OFEI: Listen, I want the world to hear my music. But fame? I have no interest in what most people would deem as fame at all. I can’t even describe how little I care about that. But talking to you is cool. There’s a balance.

RUBENSTEIN: What is your favorite track from your upcoming album?

OFEI: The title may change, but there’s a song at the moment called “Pandora.” I just feel like I got it all off my chest in that song, without meandering. Certain songs you feel like you could express things a little bit more when they’re finished, but here I just captured what I wanted to say.

RUBENSTEIN: The way that you’ve answered thus far makes me curious to hear the album and your story. Was it your intention today to not give too much away?

OFEI: No, it’s just that I don’t think that you’ve got enough time to sit here and get into my life. I’m looking out for you! [laughs] All will be revealed.

RUBENSTEIN: What are your plans for 2014?

OFEI: I want to be on the road as much as possible.
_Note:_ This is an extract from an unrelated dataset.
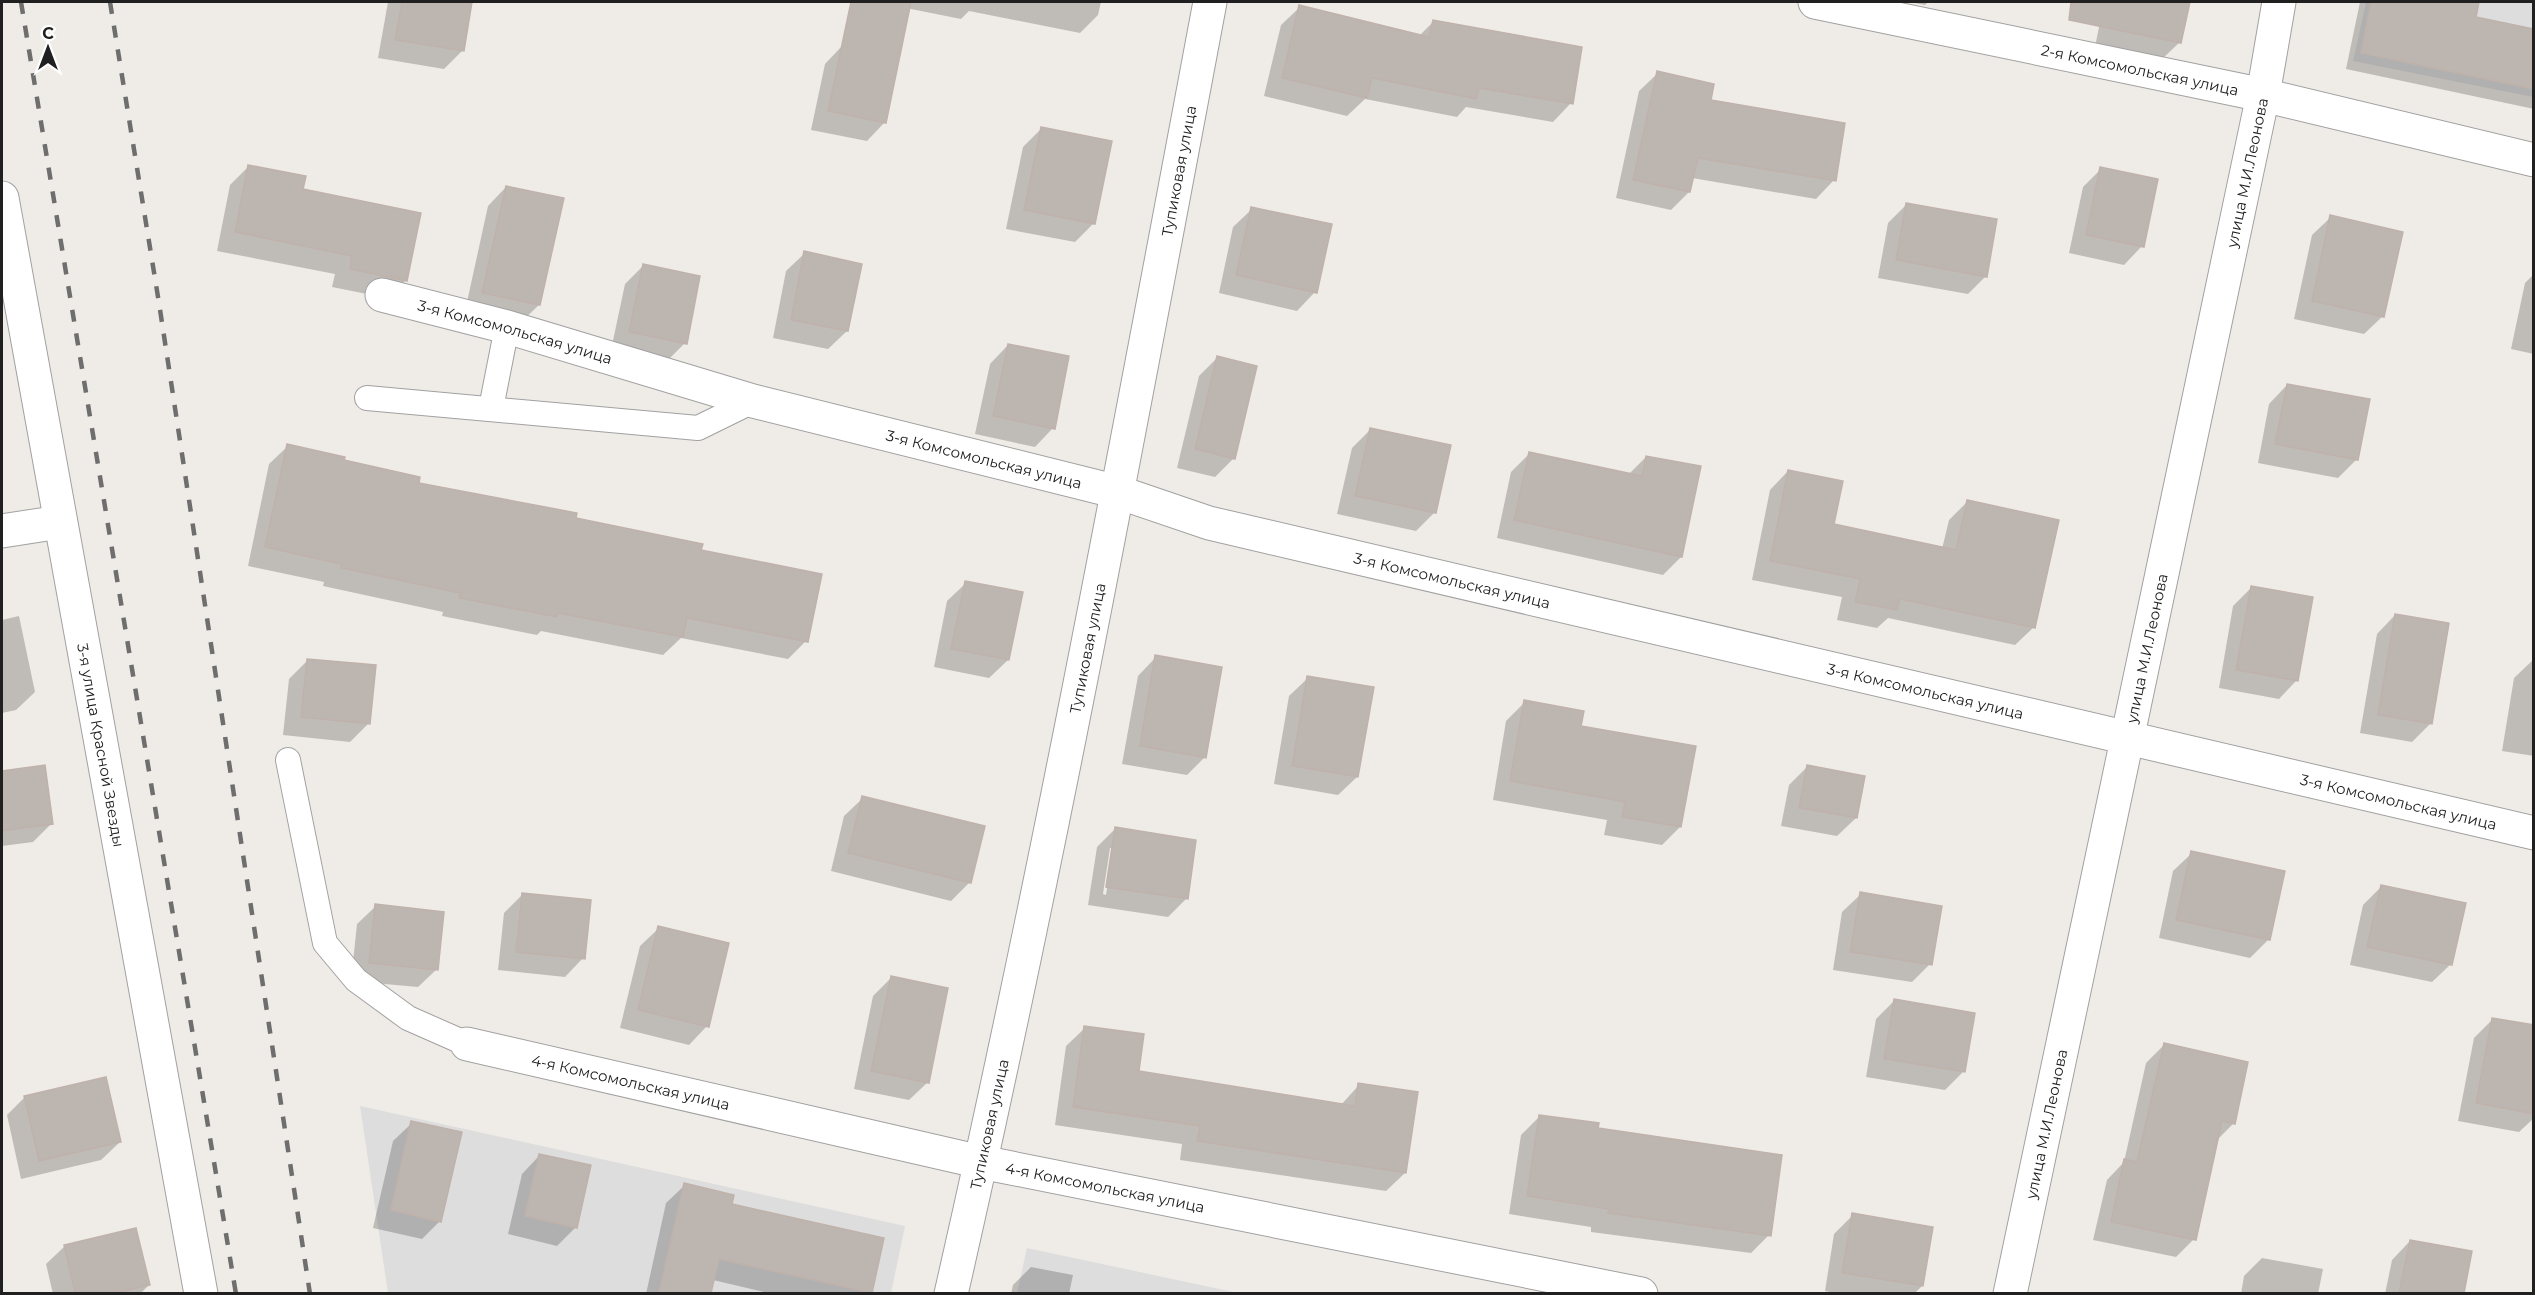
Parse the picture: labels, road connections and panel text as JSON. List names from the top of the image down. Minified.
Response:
{"streets":{"street":["2-я Комсомольская улица","Тупиковая улица","улица М.И.Леонова","3-я Комсомольская улица","3-я улица Красной Звезды","4-я Комсомольская улица"]},"crossings":[["2-я Комсомольская улица","улица М.И.Леонова"],["Тупиковая улица","3-я Комсомольская улица"],["Тупиковая улица","4-я Комсомольская улица"],["улица М.И.Леонова","3-я Комсомольская улица"]],"north":"top"}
There’s a few EPs coming as well as the album. I’ll be at SXSW and there are some other US dates in the pipeline.

RUBENSTEIN: Do you enjoy live shows?

OFEI: I love them. Last year I was on my own, just me and a keyboard. This year I have a three piece band.

RUBENSTEIN: Finally, what are your interests outside of making music?

OFEI: [long pause] Sleep? It was always music. There was never a backup plan.